Em que consiste a “Delação Premiada”?

A delação premiada é um instituto processual pela qual um suspeito ou acusado celebra um acordo com a acusação em troca de uma redução ou não aplicação de uma possível sanção, comprometendo-se a fornecer elementos probatórios em desfavor de terceiros.

Esse instrumento apenas pode ser corretamente compreendido e avaliado quando se tomam em conta os distintos discursos sobre a finalidade do processo penal. Note-se que o Estado é conceituado, em uma democracia, como o detentor do monopólio do exercício legítimo da força (Max Weber, “Economia e Sociedade”). Assim, seria excepcional o emprego válido da violência por parte dos particulares, a exemplo da legítima defesa ou do estado de necessidade.

Ora, para infligir castigos, o Estado não careceria, a rigor, do processo penal. A mera aplicação de sanções poderia ser promovida com a contratação de carrascos. Há guerra sem devido processo e há punição sem devido processo. Contudo, não há justiça sem efetivo contraditório e ampla defesa. Importa dizer: a justiça pressupõe legitimidade dos fins e também a legitimidade dos meios, truísmo dizê-lo.

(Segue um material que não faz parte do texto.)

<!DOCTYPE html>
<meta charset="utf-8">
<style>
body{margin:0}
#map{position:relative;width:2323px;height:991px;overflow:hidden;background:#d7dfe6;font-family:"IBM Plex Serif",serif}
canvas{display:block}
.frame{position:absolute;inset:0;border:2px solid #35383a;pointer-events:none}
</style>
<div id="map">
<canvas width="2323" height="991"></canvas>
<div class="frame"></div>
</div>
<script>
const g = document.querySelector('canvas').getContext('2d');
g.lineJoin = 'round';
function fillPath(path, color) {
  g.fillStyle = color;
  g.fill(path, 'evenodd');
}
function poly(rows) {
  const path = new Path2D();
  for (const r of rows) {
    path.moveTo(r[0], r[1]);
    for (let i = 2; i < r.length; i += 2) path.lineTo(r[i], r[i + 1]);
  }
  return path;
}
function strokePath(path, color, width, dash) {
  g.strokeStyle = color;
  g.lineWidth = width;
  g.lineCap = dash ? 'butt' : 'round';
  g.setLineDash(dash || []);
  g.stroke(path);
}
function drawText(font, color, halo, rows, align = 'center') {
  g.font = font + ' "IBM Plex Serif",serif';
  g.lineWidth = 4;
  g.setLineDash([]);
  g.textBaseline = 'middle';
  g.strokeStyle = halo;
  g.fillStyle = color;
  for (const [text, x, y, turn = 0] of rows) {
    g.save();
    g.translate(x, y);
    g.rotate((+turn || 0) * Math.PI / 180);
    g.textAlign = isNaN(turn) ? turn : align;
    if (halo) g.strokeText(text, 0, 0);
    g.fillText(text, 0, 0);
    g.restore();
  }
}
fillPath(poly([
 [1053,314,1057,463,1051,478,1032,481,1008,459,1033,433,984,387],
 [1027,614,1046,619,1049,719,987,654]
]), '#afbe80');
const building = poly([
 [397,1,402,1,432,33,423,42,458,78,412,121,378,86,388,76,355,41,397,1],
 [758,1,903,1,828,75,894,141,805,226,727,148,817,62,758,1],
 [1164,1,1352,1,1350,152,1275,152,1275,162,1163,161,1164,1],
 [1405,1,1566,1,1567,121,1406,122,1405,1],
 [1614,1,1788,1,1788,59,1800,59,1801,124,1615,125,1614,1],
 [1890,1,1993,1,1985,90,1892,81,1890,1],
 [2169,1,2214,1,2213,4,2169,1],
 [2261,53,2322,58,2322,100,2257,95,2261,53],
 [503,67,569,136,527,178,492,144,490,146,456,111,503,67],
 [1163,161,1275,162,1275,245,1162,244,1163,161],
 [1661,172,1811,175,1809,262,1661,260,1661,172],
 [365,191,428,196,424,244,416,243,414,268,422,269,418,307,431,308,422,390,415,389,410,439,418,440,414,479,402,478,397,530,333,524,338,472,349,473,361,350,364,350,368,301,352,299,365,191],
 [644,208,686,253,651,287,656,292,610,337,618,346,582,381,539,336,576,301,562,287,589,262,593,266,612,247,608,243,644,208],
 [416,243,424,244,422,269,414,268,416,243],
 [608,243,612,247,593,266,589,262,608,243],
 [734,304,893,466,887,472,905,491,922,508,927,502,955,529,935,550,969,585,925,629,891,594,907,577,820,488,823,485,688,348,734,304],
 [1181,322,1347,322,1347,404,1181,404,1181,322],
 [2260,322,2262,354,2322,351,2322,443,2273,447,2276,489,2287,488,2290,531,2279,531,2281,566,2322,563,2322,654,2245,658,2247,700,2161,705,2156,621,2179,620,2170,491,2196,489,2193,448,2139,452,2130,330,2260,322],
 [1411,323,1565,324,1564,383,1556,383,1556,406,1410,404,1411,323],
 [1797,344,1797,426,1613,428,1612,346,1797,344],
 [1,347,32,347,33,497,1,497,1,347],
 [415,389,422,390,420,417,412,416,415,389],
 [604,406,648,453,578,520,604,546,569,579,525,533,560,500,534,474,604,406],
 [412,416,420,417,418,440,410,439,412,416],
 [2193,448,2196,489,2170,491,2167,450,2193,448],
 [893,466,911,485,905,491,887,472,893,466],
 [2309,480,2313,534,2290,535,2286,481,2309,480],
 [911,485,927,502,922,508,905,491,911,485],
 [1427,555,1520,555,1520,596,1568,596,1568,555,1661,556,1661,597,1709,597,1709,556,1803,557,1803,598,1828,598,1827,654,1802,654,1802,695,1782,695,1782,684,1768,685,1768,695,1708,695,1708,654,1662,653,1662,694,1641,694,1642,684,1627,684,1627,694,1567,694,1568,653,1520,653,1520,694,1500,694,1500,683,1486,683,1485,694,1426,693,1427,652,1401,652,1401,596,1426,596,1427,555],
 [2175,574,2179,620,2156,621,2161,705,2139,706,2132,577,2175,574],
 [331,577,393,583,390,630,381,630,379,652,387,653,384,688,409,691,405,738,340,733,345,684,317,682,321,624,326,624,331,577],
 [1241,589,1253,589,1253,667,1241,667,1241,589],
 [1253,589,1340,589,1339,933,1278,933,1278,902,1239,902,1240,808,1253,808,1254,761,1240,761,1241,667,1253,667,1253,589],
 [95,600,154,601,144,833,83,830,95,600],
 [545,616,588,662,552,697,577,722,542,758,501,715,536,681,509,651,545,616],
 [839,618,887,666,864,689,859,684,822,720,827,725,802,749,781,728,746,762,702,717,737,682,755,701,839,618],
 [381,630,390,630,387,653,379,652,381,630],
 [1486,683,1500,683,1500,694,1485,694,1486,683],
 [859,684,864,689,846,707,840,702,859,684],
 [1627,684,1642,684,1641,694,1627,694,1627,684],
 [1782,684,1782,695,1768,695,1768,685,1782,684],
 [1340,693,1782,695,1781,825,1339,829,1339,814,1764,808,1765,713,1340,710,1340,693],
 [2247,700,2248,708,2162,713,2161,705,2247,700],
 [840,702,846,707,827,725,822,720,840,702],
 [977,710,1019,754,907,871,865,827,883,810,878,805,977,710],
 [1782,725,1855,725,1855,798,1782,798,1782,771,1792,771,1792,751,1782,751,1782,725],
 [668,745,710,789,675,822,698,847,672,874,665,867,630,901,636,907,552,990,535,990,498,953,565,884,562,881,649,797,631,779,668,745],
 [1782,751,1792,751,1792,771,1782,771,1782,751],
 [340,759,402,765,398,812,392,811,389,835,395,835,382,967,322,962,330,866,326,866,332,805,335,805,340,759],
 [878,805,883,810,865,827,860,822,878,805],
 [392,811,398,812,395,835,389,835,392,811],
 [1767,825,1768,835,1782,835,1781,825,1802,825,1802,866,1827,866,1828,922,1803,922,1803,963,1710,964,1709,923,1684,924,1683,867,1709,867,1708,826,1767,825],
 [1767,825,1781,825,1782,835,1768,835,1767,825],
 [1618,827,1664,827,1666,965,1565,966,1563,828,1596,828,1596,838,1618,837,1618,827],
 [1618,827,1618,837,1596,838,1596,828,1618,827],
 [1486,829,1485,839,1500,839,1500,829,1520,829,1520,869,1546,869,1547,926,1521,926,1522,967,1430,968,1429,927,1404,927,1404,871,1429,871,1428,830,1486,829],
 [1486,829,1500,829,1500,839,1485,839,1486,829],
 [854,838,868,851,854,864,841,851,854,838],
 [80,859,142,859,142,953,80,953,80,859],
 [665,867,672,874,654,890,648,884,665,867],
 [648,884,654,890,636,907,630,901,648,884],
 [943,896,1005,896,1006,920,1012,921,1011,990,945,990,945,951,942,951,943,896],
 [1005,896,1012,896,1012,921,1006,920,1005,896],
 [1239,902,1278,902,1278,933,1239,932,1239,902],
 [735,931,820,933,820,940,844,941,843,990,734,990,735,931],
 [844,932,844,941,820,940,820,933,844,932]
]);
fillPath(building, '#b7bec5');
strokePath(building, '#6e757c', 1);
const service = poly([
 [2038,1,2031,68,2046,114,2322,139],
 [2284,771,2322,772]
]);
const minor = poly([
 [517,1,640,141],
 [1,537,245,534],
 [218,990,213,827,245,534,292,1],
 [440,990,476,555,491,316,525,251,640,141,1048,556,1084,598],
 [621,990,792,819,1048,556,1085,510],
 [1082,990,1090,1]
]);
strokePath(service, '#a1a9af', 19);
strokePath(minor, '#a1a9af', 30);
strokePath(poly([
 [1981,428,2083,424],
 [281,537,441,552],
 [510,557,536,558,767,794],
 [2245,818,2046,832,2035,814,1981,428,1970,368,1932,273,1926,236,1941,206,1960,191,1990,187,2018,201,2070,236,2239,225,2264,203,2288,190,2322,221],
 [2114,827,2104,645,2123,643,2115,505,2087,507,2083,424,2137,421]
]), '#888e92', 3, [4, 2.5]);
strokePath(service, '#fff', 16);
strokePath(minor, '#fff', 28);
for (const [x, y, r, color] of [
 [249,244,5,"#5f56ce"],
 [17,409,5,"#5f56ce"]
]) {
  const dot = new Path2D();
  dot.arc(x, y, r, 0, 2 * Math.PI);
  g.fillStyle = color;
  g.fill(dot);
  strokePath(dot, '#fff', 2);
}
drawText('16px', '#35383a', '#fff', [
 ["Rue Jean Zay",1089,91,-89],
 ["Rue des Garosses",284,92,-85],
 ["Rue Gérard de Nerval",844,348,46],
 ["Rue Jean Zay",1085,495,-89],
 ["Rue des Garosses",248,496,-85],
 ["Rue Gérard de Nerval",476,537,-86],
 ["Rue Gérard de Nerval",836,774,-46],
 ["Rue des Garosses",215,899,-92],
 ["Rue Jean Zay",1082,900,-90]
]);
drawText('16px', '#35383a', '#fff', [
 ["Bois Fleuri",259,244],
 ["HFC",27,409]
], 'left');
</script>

O processo penal deve ser concebido e aplicado, tanto por isso, como um mecanismo de tutela das liberdades públicas, de modo a garantir não apenas os direitos dos suspeitos e acusados de ocasião, mas sim garantir também os direitos de todas as pessoas que possam ser alvo de desconfianças ou imputações promovidas pelo sistema de repressão penal. Na sua base, encontra-se o pressuposto ético de que é inaceitável a condenação de um inocente, a despeito de qualquer argumento utilitarista que pudesse ser invocado para isso.

Ou seja, em uma democracia, o processo penal deve ser orientado a assegurar que nenhum inocente tenha a sua liberdade ceifada, mesmo quando haja eventual torcida organizada ou grupos de pressão – isto é, maiorias de ocasião – exigindo a sua condenação ou fazendo campanha para o seu linchamento público. Daí que, para que sobrevenha uma condenação, a liturgia processual deve viabilizar um grau elevado de certeza objetiva, fundada em provas densas – o que não se confunde com a mera convicção subjetiva dos acusadores ou dos juízes a respeito da responsabilidade criminal do denunciado.

Há, todavia, duas formas de se conceber o processo penal.

Por um lado, há uma visão inquisitorial, que reputa que o bom juiz é uma espécie de investigador, a exemplo do Hercule Poirot, do inspetor Javert ou de Sherlock Homes. Quem acusaria seria uma espécie de magistrado (o juiz do piso: Parquet), sendo imaginado como um personagem dotado de isenção de ânimos e suposto como “custus legis” (guardião da lei). Para essa concepção, a finalidade do processo seria a de devassar o passado, traduzindo o mundo em palavras. A verdade seria a adequação da mente à coisa, dizia Aristóteles. O processo seria uma espécie de máquina histórica, estando orientado a reconstruir os fatos, da forma como realmente teriam ocorrido. A confissão é imaginada, nesse âmbito, como a rainha das provas, dado que permitiria o acesso à psique do suspeito/acusado.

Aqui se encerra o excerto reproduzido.